Forced sterilization left a lengthy trail of devastation in Indian communities. The numbers of American Indian babies was already small. Now the birth rate was cut in half. Marriages dissolved because women could not have children. Physical violence against Indian women increased. Rates of mental health conditions, drug and alcohol abuse, and suicide among women of child-bearing age have risen exponentially over time. The matter of missing and murdered Indigenous women is only now entering the consciousness of American people, 50 years after it became an epidemic, and Native women and girls are still being sex-trafficked at an alarming rate.
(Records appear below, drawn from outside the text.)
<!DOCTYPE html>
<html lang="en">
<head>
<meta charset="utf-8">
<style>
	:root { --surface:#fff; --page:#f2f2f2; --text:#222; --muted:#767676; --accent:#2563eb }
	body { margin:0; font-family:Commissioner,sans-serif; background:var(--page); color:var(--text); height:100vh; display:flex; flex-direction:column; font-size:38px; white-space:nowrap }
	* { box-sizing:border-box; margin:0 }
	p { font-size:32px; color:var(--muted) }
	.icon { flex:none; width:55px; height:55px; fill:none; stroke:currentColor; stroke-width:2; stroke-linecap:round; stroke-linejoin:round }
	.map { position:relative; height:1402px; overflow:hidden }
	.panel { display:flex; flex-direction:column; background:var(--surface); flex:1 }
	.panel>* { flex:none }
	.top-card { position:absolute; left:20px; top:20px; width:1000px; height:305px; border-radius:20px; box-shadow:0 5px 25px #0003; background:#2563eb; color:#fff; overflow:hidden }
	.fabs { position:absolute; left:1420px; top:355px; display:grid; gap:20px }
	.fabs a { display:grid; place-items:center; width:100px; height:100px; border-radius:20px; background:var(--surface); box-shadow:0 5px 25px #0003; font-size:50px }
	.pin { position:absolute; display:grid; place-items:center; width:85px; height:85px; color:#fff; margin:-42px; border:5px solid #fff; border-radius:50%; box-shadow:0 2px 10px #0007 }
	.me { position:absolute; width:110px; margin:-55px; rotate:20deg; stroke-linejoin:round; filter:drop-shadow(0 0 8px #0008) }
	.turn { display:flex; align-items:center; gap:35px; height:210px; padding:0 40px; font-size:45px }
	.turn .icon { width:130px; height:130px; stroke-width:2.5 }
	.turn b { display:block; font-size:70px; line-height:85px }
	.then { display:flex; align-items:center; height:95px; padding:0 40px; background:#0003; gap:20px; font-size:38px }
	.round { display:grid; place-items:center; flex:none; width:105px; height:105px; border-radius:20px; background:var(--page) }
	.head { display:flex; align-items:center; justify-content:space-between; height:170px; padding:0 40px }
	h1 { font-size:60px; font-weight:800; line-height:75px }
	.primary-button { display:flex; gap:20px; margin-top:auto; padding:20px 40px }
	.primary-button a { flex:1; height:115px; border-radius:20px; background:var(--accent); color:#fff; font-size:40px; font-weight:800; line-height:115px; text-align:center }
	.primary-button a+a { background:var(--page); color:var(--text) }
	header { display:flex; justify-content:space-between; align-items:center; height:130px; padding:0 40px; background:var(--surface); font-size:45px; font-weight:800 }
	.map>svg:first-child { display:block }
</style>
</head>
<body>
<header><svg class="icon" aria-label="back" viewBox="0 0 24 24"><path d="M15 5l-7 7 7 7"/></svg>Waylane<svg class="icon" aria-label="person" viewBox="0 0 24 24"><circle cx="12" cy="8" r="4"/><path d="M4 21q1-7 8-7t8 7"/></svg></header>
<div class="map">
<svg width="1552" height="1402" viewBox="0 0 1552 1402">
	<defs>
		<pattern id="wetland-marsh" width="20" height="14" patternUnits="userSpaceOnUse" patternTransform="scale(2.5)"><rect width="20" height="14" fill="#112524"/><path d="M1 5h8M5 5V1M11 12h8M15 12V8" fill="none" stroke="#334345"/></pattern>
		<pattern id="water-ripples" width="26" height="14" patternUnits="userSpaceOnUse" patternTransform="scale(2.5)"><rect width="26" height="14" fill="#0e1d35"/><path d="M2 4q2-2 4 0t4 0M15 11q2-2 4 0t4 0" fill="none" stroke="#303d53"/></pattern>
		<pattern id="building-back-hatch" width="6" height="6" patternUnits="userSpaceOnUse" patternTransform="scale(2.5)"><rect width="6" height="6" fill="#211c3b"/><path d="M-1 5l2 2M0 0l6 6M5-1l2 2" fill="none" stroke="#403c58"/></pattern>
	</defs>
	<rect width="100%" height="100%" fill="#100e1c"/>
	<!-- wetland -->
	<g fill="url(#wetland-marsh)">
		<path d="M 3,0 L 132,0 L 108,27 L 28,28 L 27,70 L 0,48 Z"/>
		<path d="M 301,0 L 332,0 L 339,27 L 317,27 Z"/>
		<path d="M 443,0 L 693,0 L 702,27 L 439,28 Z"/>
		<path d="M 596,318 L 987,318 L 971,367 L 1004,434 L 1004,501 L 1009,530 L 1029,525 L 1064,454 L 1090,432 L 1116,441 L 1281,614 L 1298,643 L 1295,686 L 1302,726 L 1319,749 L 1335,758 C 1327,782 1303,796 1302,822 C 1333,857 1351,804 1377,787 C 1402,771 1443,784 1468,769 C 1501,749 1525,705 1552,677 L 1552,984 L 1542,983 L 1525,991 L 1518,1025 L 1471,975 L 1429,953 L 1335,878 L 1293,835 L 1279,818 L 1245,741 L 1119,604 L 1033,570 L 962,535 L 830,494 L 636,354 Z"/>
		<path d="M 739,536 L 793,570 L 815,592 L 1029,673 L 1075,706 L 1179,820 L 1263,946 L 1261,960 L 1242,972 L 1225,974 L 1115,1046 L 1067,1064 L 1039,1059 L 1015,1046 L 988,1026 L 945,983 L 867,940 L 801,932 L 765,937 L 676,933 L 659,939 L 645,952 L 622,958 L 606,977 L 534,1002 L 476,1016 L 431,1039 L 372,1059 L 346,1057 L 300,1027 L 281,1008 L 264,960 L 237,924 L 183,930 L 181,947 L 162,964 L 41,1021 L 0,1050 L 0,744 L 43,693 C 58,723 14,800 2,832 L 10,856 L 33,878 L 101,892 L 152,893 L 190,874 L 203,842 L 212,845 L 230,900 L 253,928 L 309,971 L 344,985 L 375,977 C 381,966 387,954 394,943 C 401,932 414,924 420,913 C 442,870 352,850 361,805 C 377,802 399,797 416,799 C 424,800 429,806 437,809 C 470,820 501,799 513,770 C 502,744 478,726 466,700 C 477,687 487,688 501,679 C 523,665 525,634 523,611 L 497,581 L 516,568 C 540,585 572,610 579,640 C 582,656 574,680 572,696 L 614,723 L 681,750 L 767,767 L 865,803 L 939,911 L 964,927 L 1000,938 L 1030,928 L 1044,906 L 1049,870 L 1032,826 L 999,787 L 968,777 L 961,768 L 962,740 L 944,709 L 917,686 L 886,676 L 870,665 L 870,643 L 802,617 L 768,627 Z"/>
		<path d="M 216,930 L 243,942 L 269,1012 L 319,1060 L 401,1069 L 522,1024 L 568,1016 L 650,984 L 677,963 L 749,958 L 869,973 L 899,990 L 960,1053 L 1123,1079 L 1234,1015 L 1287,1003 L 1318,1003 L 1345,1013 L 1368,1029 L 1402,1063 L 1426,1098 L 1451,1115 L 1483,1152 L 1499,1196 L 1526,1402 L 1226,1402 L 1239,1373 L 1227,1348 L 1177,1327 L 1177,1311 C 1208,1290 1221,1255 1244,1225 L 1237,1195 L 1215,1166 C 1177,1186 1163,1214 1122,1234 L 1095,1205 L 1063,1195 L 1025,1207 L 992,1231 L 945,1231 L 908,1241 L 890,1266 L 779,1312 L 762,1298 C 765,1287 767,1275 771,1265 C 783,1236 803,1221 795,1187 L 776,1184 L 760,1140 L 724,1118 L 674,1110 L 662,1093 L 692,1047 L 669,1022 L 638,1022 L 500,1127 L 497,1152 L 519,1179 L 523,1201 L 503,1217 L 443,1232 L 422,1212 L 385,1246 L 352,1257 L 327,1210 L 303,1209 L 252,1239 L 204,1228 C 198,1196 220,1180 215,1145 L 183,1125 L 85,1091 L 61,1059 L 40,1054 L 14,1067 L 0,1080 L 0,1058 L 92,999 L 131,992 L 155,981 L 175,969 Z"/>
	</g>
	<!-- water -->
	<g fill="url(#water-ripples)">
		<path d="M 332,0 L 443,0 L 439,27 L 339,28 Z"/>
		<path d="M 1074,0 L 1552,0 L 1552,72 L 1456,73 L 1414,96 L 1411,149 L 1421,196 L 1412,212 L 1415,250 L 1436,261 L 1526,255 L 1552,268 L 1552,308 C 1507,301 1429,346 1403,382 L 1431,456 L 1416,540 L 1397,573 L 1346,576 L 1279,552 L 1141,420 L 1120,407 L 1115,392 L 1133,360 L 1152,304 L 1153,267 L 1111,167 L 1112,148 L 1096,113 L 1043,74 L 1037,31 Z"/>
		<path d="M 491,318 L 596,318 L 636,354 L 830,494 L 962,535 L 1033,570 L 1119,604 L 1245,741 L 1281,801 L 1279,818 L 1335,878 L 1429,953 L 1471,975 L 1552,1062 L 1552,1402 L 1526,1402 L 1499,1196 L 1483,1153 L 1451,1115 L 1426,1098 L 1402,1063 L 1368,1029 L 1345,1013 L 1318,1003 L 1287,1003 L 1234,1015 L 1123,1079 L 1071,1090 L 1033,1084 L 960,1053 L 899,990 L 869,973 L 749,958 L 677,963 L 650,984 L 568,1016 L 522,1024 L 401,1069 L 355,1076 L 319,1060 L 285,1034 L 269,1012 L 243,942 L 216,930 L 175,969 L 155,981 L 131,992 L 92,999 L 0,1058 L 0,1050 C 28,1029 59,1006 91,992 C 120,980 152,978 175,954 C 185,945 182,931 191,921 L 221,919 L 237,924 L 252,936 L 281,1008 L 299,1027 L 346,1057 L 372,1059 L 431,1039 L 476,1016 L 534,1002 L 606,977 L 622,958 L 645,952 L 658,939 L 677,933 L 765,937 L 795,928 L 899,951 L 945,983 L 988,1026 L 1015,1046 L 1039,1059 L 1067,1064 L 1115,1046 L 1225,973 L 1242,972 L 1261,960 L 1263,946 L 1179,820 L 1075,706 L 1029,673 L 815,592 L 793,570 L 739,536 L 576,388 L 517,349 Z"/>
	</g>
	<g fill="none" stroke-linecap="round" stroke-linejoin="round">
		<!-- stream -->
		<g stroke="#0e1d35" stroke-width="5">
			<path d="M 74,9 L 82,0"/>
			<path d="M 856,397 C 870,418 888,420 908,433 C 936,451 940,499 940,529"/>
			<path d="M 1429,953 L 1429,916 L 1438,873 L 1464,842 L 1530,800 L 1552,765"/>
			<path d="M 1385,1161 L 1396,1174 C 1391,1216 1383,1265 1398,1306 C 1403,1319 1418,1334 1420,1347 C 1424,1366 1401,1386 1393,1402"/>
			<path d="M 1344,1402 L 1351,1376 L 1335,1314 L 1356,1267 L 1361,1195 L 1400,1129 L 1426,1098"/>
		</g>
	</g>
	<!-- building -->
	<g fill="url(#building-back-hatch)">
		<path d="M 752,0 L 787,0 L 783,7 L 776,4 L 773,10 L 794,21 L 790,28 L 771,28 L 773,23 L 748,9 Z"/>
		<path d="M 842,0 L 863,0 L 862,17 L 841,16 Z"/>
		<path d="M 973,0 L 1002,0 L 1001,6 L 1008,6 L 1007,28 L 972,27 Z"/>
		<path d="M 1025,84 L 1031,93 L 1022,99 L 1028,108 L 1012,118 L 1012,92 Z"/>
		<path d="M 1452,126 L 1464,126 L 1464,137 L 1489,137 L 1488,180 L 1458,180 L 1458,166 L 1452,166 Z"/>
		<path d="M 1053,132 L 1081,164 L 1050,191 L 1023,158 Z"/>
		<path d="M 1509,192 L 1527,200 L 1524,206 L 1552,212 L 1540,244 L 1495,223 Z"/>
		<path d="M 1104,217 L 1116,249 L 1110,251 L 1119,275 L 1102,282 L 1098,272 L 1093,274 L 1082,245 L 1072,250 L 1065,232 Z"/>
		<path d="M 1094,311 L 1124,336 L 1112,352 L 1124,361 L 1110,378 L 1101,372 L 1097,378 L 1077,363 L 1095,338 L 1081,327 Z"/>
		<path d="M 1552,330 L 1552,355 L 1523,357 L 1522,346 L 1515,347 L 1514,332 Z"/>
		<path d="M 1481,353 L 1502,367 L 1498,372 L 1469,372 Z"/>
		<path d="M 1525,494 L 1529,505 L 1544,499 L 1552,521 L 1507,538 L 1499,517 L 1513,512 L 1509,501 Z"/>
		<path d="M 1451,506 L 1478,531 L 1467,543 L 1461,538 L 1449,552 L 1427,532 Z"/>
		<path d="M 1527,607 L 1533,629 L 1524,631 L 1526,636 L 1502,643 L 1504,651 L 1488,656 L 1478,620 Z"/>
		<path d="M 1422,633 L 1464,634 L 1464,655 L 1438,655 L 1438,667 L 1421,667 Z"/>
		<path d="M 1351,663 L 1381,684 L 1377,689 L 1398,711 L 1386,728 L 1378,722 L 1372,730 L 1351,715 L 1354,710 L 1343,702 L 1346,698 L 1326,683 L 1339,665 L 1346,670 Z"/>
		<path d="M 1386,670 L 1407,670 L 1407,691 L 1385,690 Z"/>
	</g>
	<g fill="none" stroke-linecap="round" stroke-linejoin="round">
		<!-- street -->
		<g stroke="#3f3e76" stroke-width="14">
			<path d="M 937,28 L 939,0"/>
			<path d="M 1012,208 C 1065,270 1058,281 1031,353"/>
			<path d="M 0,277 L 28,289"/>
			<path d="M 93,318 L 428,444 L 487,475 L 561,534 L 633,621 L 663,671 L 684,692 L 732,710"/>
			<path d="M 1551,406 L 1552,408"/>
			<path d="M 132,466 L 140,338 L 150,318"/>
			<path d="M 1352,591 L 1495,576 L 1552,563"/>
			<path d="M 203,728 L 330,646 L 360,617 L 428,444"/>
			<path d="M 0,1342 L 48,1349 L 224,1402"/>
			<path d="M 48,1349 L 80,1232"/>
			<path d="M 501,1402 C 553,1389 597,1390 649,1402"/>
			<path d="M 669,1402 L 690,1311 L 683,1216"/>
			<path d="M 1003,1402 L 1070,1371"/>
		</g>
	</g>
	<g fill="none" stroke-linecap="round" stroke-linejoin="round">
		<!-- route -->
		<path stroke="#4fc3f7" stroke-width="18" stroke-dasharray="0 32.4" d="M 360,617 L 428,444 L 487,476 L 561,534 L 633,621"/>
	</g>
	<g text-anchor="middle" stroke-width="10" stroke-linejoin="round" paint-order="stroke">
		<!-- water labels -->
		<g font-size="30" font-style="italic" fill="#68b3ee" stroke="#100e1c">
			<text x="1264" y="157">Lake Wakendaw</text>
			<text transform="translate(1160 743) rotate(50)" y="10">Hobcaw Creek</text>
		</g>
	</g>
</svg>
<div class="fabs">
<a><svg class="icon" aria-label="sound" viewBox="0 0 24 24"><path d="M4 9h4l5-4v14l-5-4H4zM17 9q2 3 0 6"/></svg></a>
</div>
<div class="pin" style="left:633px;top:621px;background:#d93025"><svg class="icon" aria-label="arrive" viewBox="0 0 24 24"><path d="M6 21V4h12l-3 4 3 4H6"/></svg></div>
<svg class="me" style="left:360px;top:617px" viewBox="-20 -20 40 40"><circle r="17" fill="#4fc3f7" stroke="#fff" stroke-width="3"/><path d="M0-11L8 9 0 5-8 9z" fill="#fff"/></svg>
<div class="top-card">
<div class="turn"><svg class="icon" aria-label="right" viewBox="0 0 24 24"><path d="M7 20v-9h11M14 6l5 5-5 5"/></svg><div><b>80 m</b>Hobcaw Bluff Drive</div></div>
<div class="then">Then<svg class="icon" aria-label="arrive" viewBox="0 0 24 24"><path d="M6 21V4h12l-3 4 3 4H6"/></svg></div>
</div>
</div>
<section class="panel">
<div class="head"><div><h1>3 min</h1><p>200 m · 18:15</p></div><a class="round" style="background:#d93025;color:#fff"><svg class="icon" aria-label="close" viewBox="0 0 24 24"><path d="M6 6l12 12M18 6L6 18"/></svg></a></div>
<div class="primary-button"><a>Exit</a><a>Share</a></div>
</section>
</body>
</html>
Today,  Indian women have less access to proper reproductive health services than any other women in the country. Since the 1970s, passage of the Hyde Amendment has prohibited federal funding for abortion services with very few exceptions. It is extremely hard for low-income women to get a pregnancy test or terminate a pregnancy, even more so if they live on a reservation and are reliant on a poorly run, vastly underfunded Indian healthcare system. Then, as now, Indian women were easy targets. Relatively small in numbers and largely invisible, it was not difficult for IHS to do the sterilizations without anyone really noticing. It took years of hearings, news reports, investigations, and interviews with victims and those around them to bring these harsh realities to light… for those who actually care to notice.